Records from a data collection
================

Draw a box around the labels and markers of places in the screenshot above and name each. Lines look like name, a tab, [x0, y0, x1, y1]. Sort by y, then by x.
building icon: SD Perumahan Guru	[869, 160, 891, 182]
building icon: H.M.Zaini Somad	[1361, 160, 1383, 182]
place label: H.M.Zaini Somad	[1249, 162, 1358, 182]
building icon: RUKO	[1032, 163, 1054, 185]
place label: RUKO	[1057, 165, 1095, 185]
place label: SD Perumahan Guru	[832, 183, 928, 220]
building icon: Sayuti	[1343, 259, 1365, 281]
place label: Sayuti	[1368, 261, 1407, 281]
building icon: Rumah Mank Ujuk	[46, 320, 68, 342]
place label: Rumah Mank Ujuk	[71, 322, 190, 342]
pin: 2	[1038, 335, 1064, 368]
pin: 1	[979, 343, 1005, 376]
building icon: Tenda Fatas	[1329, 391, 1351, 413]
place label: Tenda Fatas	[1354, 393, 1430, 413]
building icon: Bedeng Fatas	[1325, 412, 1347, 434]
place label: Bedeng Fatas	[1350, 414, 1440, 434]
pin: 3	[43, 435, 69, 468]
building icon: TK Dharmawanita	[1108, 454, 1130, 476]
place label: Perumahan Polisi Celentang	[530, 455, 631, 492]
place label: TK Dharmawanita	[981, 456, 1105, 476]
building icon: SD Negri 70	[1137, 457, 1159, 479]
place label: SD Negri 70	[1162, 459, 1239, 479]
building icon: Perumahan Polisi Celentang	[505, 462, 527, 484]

================

Transcribe the data. Leave every line exactly as it is.

■ THE ANSWER
Draw a box around the labels and markers of places in the screenshot above and name each. Lines look like name, a tab, [x0, y0, x1, y1]. Sort by y, then by x.
building icon: SD Perumahan Guru	[869, 160, 891, 182]
building icon: H.M.Zaini Somad	[1361, 160, 1383, 182]
place label: H.M.Zaini Somad	[1249, 162, 1358, 182]
building icon: RUKO	[1032, 163, 1054, 185]
place label: RUKO	[1057, 165, 1095, 185]
place label: SD Perumahan Guru	[832, 183, 928, 220]
building icon: Sayuti	[1343, 259, 1365, 281]
place label: Sayuti	[1368, 261, 1407, 281]
building icon: Rumah Mank Ujuk	[46, 320, 68, 342]
place label: Rumah Mank Ujuk	[71, 322, 190, 342]
pin: 2	[1038, 335, 1064, 368]
pin: 1	[979, 343, 1005, 376]
building icon: Tenda Fatas	[1329, 391, 1351, 413]
place label: Tenda Fatas	[1354, 393, 1430, 413]
building icon: Bedeng Fatas	[1325, 412, 1347, 434]
place label: Bedeng Fatas	[1350, 414, 1440, 434]
pin: 3	[43, 435, 69, 468]
building icon: TK Dharmawanita	[1108, 454, 1130, 476]
place label: Perumahan Polisi Celentang	[530, 455, 631, 492]
place label: TK Dharmawanita	[981, 456, 1105, 476]
building icon: SD Negri 70	[1137, 457, 1159, 479]
place label: SD Negri 70	[1162, 459, 1239, 479]
building icon: Perumahan Polisi Celentang	[505, 462, 527, 484]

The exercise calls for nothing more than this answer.